**What is being asked**
Report every line of the records that includes the word "label".

**Records for this exercise**
◆ ◆ ◆
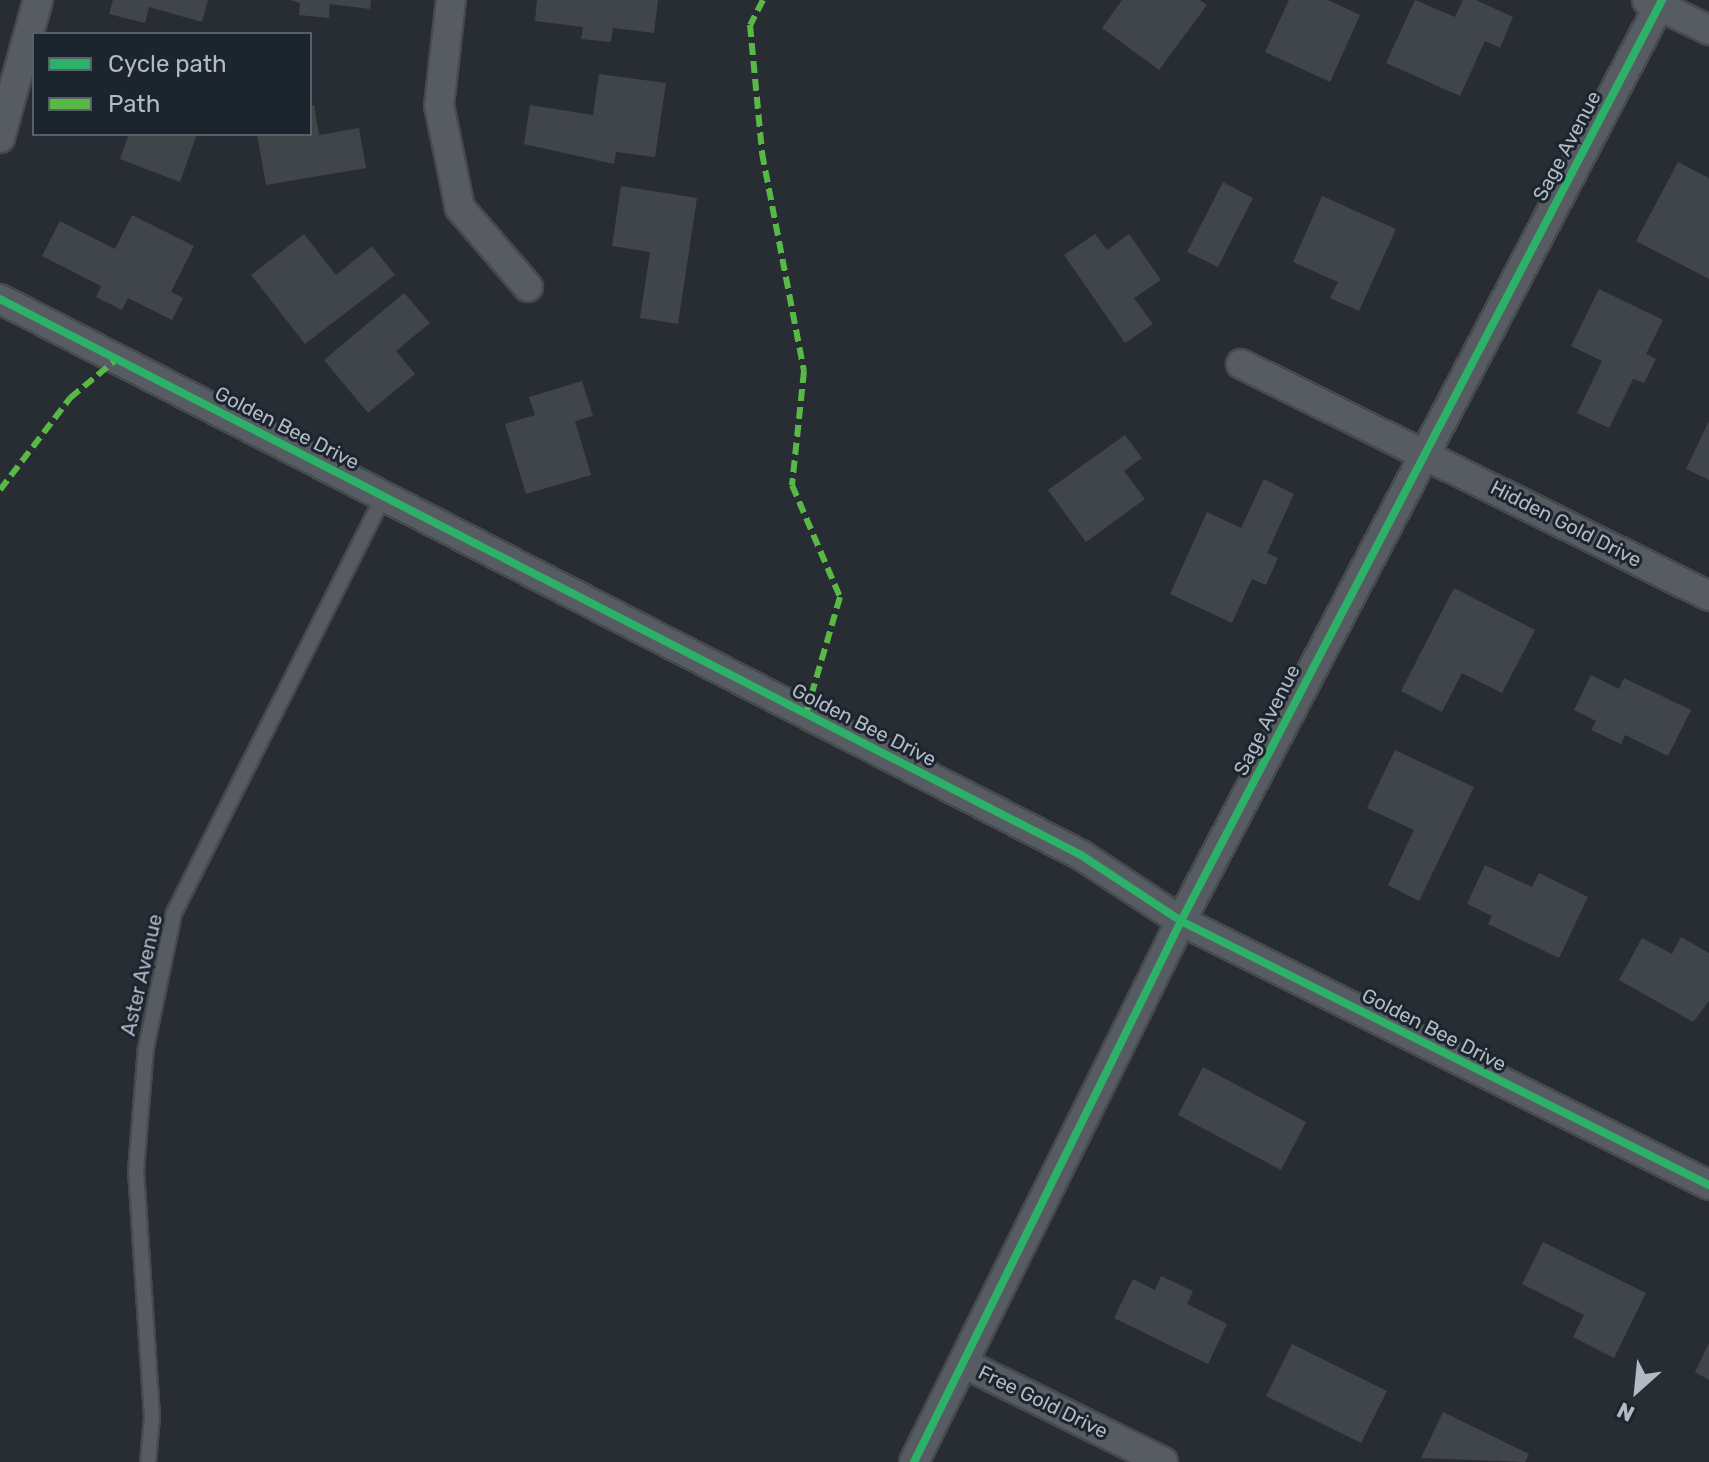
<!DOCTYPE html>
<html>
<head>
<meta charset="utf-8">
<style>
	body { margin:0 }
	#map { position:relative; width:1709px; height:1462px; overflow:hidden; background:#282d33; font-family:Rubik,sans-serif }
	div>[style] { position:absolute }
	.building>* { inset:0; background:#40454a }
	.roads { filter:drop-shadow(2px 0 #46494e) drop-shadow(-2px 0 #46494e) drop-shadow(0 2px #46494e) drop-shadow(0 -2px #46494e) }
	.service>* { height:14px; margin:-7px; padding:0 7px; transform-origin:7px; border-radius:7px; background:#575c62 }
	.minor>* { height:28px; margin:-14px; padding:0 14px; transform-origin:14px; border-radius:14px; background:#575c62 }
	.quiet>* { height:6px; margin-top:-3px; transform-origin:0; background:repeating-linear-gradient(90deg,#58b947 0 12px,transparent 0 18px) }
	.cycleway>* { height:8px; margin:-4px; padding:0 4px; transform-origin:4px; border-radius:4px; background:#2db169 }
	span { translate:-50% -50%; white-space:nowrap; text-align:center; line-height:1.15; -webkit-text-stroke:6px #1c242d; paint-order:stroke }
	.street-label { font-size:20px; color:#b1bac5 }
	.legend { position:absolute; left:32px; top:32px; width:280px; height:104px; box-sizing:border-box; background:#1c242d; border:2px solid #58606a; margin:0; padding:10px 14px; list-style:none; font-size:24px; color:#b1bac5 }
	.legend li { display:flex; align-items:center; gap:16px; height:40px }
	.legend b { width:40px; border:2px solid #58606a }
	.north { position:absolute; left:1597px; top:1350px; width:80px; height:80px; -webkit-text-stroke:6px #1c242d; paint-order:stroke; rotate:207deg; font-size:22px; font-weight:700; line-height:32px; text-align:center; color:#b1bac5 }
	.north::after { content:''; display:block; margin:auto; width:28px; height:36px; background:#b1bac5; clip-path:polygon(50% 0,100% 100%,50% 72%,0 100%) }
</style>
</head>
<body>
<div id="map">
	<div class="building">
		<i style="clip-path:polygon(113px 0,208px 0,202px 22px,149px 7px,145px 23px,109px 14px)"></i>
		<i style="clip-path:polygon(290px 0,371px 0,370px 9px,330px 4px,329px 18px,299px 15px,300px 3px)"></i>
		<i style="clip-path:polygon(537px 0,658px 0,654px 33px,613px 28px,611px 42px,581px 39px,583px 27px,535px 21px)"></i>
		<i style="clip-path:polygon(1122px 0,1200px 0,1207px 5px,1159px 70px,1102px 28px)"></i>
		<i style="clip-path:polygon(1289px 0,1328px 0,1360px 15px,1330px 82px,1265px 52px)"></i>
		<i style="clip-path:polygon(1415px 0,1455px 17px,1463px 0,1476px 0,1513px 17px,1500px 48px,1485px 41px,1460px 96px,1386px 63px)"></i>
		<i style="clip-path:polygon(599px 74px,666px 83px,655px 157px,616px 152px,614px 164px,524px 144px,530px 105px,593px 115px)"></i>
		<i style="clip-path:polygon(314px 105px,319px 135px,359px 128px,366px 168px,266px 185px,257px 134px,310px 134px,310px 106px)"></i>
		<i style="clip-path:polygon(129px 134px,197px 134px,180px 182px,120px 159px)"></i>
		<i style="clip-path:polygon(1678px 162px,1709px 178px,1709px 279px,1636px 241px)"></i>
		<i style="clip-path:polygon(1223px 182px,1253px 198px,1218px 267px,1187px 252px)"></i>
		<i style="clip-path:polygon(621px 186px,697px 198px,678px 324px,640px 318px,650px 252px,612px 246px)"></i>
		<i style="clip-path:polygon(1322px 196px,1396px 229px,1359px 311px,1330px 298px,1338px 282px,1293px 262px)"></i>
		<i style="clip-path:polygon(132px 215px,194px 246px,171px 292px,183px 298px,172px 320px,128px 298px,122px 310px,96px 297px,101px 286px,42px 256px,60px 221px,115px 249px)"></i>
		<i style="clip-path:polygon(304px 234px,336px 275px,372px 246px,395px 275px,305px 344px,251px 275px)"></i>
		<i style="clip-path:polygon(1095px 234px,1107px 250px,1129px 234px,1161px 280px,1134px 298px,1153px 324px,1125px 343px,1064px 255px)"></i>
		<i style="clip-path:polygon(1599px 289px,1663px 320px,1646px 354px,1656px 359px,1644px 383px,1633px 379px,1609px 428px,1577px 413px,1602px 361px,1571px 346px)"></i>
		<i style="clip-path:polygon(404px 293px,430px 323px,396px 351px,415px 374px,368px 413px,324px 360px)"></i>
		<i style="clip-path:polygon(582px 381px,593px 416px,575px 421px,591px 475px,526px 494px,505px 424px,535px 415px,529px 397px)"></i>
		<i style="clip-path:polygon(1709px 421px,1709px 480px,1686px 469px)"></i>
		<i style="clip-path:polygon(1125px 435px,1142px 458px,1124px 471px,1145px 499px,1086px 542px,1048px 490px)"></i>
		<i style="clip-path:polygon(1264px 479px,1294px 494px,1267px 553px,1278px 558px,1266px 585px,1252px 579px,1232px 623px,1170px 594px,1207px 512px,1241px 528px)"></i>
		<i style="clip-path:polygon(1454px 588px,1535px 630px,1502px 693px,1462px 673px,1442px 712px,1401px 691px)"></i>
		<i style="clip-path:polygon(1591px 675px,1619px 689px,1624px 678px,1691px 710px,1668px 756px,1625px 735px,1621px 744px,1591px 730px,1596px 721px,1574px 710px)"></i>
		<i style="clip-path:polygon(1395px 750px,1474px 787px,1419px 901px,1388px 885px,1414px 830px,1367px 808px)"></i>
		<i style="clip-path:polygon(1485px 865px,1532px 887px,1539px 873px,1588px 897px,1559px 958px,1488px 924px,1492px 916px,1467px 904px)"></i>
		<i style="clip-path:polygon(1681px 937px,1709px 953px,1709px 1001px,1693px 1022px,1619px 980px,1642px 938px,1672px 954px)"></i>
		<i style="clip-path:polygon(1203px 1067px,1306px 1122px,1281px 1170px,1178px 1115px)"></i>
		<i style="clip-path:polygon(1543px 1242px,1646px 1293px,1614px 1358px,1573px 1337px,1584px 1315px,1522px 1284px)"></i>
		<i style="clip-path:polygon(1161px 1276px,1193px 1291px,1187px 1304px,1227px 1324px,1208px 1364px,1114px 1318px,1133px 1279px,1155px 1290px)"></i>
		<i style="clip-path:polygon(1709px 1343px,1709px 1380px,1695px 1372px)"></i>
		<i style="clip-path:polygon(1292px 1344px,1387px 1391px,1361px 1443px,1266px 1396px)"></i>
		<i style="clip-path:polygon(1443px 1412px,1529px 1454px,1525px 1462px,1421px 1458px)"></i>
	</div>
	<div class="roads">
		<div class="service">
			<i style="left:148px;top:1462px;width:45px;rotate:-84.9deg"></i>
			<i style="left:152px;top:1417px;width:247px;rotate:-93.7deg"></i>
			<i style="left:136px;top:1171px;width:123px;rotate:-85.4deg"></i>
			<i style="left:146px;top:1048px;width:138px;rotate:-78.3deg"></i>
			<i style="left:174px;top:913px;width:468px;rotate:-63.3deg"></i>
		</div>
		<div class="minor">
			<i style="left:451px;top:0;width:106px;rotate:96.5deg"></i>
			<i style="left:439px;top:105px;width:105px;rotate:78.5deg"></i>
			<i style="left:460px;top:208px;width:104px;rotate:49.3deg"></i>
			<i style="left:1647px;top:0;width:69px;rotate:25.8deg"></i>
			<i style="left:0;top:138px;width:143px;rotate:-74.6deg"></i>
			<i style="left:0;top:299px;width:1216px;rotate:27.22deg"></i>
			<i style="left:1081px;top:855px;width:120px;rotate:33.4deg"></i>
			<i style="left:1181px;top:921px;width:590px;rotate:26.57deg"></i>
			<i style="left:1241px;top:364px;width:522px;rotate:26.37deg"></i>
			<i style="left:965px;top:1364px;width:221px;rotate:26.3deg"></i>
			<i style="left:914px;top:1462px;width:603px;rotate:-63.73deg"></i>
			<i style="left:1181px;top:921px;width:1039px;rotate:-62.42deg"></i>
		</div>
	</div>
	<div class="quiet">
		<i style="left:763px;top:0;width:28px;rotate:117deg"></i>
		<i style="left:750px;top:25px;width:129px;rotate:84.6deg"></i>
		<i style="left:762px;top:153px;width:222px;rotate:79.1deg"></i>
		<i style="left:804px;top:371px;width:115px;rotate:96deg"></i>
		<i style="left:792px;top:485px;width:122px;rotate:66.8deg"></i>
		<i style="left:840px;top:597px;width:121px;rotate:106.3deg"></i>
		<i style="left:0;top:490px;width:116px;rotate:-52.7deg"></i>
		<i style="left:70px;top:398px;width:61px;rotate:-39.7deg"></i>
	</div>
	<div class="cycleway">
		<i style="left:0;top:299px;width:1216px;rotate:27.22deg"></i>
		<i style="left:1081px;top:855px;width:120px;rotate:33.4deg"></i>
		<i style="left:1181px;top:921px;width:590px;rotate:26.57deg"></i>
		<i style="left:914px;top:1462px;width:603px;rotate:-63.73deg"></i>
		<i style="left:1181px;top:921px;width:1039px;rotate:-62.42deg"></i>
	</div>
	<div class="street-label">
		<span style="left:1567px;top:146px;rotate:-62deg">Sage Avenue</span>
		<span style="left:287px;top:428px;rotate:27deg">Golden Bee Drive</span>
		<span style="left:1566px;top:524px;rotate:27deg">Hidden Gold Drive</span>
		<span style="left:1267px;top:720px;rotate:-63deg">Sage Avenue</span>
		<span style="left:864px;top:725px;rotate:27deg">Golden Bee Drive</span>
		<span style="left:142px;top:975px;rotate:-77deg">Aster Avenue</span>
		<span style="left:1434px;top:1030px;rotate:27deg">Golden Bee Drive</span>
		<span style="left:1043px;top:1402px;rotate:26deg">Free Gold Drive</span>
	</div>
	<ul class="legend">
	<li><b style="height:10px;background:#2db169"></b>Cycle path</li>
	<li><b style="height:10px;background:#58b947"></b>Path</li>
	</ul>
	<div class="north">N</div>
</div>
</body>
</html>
◆ ◆ ◆
**Output for this task**
	.street-label { font-size:20px; color:#b1bac5 }
	<div class="street-label">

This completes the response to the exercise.